> DATA EXCERPTS
*** Block opens ***

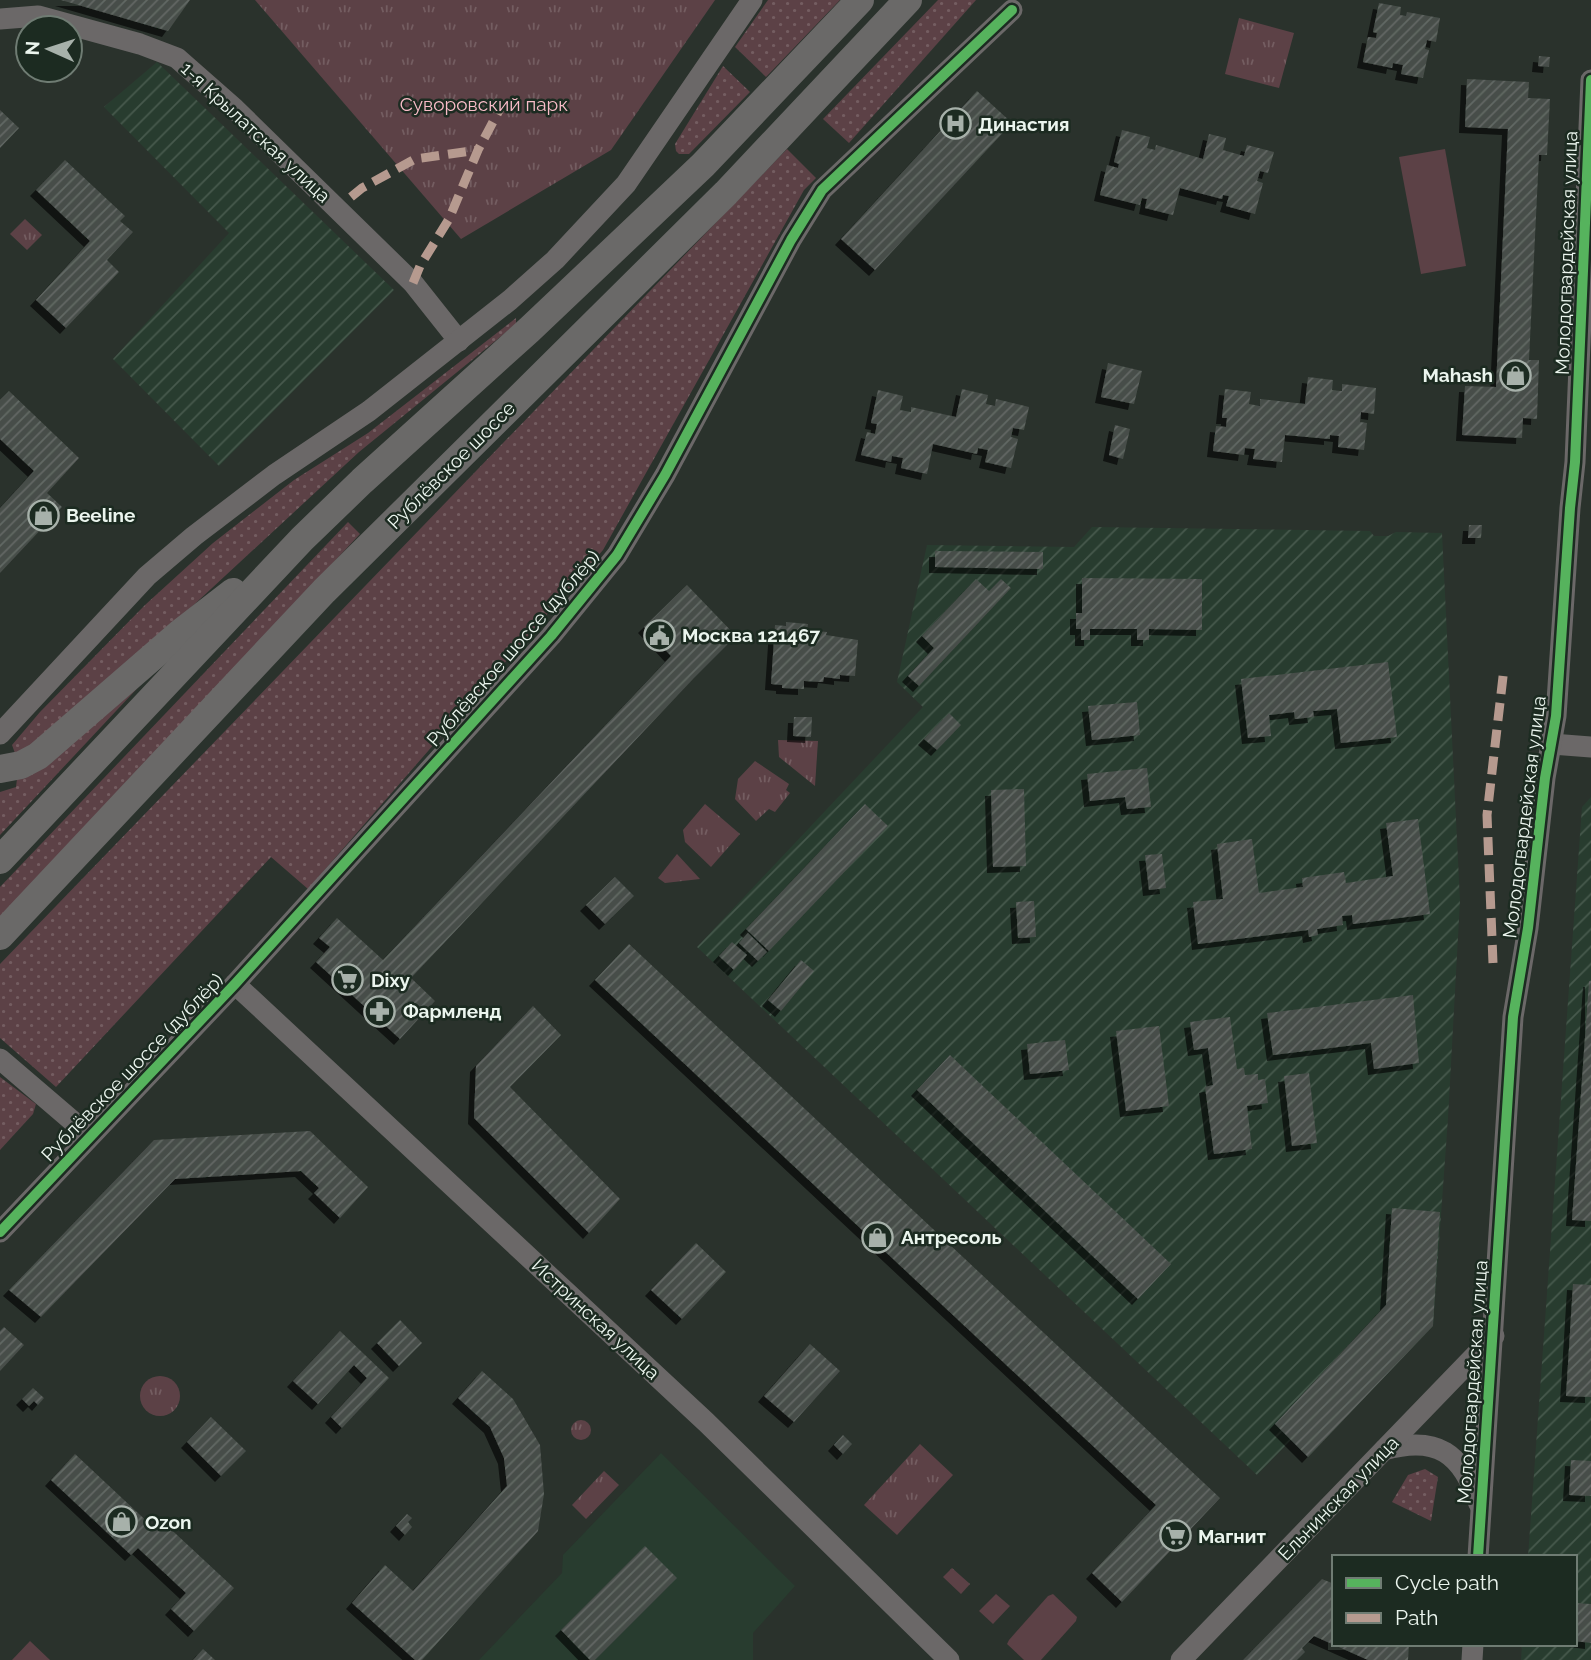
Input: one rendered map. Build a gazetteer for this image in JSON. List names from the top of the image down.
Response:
{
  "streets": {
    "main road": ["Рублёвское шоссе"],
    "street": [
      "1-я Крылатская улица",
      "Молодогвардейская улица",
      "Рублёвское шоссе (дублёр)",
      "Истринская улица",
      "Ельнинская улица"
    ]
  },
  "crossings": [
    ["Молодогвардейская улица", "Ельнинская улица"],
    ["Рублёвское шоссе (дублёр)", "Истринская улица"]
  ],
  "parks": ["Суворовский парк"],
  "places": {
    "hospital": ["Династия"],
    "shop": [
      "Mahash",
      "Beeline",
      "Антресоль",
      "Ozon"
    ],
    "public building": ["Москва 121467"],
    "supermarket": ["Dixy", "Магнит"],
    "pharmacy": ["Фармленд"]
  },
  "legend": ["Cycle path", "Path"],
  "north": "left"
}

*** Block closes ***

> ACTION ITEM
Nothing but the text of the listing should be set down, exactly, with the pictures left behind.

> YOUR SOLUTION
Input: one rendered map. Build a gazetteer for this image in JSON. List names from the top of the image down.
Response:
{
  "streets": {
    "main road": ["Рублёвское шоссе"],
    "street": [
      "1-я Крылатская улица",
      "Молодогвардейская улица",
      "Рублёвское шоссе (дублёр)",
      "Истринская улица",
      "Ельнинская улица"
    ]
  },
  "crossings": [
    ["Молодогвардейская улица", "Ельнинская улица"],
    ["Рублёвское шоссе (дублёр)", "Истринская улица"]
  ],
  "parks": ["Суворовский парк"],
  "places": {
    "hospital": ["Династия"],
    "shop": [
      "Mahash",
      "Beeline",
      "Антресоль",
      "Ozon"
    ],
    "public building": ["Москва 121467"],
    "supermarket": ["Dixy", "Магнит"],
    "pharmacy": ["Фармленд"]
  },
  "legend": ["Cycle path", "Path"],
  "north": "left"
}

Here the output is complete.